■ GOAL OF THE EXERCISE: Find the lines in the entries that follow where the word "linecap" occurs, and state how many there are, with no other words.
═══ SUPPLIED ENTRIES
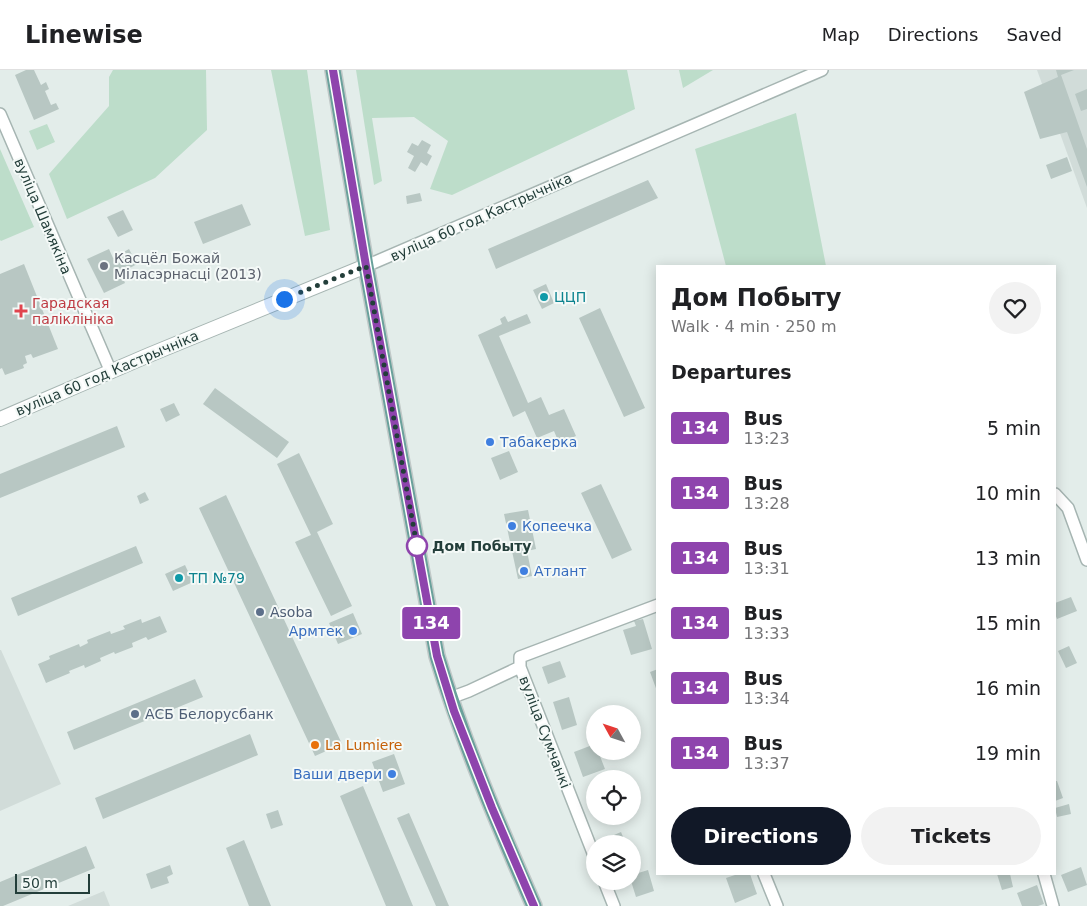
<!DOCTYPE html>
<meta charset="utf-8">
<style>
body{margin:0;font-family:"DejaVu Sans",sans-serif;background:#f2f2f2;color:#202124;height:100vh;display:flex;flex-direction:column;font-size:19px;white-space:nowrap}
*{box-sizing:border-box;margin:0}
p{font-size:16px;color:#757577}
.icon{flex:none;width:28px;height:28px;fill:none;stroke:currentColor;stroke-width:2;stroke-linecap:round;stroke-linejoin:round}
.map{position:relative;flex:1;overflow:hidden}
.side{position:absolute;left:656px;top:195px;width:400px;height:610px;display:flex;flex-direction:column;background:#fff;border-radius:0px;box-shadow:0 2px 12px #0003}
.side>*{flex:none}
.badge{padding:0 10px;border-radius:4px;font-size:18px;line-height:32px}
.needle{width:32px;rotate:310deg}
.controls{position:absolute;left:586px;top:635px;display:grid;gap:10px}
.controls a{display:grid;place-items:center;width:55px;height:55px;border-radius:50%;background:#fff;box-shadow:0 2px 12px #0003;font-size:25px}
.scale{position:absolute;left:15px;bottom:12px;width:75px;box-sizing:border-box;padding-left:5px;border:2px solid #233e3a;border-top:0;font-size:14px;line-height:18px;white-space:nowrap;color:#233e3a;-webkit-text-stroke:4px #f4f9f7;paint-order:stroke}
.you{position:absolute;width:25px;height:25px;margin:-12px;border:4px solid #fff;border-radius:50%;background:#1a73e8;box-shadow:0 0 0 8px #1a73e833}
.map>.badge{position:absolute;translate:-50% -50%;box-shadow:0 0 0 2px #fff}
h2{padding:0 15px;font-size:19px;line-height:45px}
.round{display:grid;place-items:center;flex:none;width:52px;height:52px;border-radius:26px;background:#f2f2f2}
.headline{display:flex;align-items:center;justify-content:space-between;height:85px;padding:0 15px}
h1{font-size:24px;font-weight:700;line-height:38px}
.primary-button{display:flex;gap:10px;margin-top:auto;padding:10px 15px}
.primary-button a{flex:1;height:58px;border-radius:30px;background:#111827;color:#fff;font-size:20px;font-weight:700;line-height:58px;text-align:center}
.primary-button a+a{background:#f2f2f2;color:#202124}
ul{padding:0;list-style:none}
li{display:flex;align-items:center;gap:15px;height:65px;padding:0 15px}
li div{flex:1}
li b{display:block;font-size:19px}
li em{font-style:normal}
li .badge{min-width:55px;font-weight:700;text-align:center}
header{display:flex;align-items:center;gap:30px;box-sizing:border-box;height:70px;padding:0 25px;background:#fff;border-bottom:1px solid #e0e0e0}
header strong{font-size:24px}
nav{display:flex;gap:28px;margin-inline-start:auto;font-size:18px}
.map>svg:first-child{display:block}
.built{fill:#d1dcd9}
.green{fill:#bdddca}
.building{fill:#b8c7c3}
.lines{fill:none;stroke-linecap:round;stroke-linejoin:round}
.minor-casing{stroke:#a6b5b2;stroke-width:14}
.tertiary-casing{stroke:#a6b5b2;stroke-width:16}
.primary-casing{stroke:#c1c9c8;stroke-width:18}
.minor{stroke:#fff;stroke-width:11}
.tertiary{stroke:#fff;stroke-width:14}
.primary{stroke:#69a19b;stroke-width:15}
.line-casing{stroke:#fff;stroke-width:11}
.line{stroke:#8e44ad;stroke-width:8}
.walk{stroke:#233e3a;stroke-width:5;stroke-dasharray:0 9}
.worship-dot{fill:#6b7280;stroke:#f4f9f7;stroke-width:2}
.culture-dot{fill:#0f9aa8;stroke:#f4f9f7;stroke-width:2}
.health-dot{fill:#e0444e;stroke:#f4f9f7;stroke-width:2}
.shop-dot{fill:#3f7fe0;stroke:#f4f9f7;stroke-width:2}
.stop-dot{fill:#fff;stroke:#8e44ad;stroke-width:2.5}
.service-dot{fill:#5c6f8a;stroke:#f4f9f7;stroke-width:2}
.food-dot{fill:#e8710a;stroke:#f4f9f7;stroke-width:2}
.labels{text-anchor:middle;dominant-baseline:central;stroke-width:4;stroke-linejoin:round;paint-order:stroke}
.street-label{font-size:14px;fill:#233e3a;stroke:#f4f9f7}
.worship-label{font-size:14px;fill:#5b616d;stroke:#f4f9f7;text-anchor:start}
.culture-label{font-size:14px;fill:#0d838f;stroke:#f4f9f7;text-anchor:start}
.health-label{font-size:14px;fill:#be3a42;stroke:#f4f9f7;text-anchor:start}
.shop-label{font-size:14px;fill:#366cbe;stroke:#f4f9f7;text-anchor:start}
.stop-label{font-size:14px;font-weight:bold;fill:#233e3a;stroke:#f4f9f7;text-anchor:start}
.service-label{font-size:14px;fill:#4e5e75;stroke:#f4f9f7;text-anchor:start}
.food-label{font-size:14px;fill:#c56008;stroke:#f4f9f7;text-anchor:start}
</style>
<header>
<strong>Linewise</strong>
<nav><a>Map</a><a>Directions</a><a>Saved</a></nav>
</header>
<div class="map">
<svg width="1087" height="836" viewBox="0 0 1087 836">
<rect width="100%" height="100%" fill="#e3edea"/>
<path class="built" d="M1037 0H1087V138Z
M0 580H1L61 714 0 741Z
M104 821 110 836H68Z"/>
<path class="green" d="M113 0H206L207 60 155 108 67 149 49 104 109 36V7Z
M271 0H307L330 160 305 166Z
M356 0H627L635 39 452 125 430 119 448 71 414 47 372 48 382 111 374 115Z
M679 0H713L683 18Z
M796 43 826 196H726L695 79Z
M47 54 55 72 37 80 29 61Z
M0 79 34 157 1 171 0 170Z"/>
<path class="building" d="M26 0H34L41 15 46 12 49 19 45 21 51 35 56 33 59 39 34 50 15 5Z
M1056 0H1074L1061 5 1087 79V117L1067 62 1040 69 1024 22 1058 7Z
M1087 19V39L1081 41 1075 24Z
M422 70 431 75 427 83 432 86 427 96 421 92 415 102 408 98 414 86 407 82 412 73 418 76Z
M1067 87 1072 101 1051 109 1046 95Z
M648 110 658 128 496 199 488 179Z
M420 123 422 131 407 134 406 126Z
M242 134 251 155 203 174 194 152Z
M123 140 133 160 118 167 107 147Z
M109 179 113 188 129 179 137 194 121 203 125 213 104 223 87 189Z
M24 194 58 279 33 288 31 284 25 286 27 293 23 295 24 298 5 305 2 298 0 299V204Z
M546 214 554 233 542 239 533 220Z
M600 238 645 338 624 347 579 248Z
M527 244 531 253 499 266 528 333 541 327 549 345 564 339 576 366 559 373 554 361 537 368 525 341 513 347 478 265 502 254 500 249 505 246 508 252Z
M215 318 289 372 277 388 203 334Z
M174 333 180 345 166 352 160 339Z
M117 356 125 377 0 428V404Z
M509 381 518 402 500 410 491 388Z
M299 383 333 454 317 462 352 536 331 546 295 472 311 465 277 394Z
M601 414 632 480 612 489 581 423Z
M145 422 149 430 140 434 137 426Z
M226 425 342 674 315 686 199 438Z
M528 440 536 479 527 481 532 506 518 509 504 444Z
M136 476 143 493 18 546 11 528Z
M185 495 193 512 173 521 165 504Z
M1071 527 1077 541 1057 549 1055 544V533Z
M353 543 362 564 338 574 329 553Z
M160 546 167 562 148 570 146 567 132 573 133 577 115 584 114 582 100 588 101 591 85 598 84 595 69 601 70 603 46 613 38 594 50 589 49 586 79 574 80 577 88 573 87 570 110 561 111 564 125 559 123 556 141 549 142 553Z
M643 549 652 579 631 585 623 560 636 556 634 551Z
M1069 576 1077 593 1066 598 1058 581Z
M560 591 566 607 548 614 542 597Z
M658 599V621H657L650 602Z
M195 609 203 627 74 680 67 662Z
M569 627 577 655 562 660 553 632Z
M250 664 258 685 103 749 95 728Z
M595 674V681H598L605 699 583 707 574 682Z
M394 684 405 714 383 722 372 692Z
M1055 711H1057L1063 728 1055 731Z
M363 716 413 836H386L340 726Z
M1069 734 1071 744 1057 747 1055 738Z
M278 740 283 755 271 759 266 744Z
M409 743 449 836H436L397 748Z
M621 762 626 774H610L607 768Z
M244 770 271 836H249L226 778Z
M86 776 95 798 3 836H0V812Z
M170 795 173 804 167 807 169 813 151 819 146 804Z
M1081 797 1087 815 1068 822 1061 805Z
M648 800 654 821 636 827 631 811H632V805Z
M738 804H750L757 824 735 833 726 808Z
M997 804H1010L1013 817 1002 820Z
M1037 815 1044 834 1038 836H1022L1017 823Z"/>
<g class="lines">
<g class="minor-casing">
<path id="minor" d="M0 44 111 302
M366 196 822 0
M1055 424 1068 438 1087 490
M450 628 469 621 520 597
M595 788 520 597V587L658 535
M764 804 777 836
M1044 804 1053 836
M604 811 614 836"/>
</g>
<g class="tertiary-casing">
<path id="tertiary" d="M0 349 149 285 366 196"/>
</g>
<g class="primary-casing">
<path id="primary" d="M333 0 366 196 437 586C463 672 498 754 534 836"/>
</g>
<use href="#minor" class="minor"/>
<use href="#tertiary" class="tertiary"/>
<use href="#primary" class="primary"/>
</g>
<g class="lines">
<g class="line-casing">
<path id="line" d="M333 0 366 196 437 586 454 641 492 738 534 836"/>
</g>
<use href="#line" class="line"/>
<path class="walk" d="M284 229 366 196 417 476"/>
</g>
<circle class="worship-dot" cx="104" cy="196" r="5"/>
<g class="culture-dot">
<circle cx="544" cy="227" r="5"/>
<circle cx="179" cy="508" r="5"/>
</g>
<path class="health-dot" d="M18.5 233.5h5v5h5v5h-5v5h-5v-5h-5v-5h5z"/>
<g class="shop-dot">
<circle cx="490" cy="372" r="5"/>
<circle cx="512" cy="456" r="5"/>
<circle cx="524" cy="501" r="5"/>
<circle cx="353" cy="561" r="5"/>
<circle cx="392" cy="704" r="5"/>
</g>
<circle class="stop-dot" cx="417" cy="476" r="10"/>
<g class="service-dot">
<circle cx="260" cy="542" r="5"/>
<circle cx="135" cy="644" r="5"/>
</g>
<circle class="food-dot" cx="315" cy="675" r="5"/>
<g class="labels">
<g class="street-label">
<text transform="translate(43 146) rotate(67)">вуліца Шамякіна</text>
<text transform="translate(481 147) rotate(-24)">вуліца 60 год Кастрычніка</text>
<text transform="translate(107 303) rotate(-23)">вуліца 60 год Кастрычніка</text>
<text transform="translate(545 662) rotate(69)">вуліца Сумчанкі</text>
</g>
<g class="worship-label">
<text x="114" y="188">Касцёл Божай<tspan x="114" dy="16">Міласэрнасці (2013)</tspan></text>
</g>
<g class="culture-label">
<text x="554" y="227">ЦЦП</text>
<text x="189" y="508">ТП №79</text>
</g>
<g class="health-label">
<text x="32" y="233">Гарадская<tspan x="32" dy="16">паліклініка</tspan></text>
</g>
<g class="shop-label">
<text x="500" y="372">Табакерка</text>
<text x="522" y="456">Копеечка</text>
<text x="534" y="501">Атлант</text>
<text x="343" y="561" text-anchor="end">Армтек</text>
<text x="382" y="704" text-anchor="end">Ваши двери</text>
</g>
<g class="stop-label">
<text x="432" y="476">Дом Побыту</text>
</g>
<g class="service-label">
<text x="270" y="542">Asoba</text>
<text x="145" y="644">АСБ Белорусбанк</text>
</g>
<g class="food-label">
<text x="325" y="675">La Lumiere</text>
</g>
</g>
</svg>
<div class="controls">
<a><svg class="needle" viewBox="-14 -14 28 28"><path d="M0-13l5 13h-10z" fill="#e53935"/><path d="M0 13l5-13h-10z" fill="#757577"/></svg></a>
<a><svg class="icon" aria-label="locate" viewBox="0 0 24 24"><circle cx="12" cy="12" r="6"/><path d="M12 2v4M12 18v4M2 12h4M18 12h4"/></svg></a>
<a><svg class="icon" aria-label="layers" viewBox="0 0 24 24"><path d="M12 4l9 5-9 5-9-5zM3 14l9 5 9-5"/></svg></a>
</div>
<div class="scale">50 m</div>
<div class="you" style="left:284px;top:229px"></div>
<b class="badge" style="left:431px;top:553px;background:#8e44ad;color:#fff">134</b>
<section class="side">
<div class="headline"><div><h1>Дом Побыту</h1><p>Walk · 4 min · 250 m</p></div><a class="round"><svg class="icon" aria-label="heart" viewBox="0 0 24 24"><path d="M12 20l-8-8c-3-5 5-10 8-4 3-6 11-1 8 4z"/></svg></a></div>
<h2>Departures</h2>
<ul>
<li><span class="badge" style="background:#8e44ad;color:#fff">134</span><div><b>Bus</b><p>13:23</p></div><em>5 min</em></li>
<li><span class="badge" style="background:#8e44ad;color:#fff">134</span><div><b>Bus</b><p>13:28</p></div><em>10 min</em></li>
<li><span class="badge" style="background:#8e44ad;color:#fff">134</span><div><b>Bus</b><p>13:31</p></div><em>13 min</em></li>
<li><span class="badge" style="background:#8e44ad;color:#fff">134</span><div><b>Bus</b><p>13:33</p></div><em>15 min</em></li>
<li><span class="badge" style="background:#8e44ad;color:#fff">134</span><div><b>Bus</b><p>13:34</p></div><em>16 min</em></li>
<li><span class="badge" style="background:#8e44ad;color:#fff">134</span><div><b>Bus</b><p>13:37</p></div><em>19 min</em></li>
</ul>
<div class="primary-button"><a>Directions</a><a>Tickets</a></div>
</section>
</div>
══════
■ RESPONSE BELOW: 2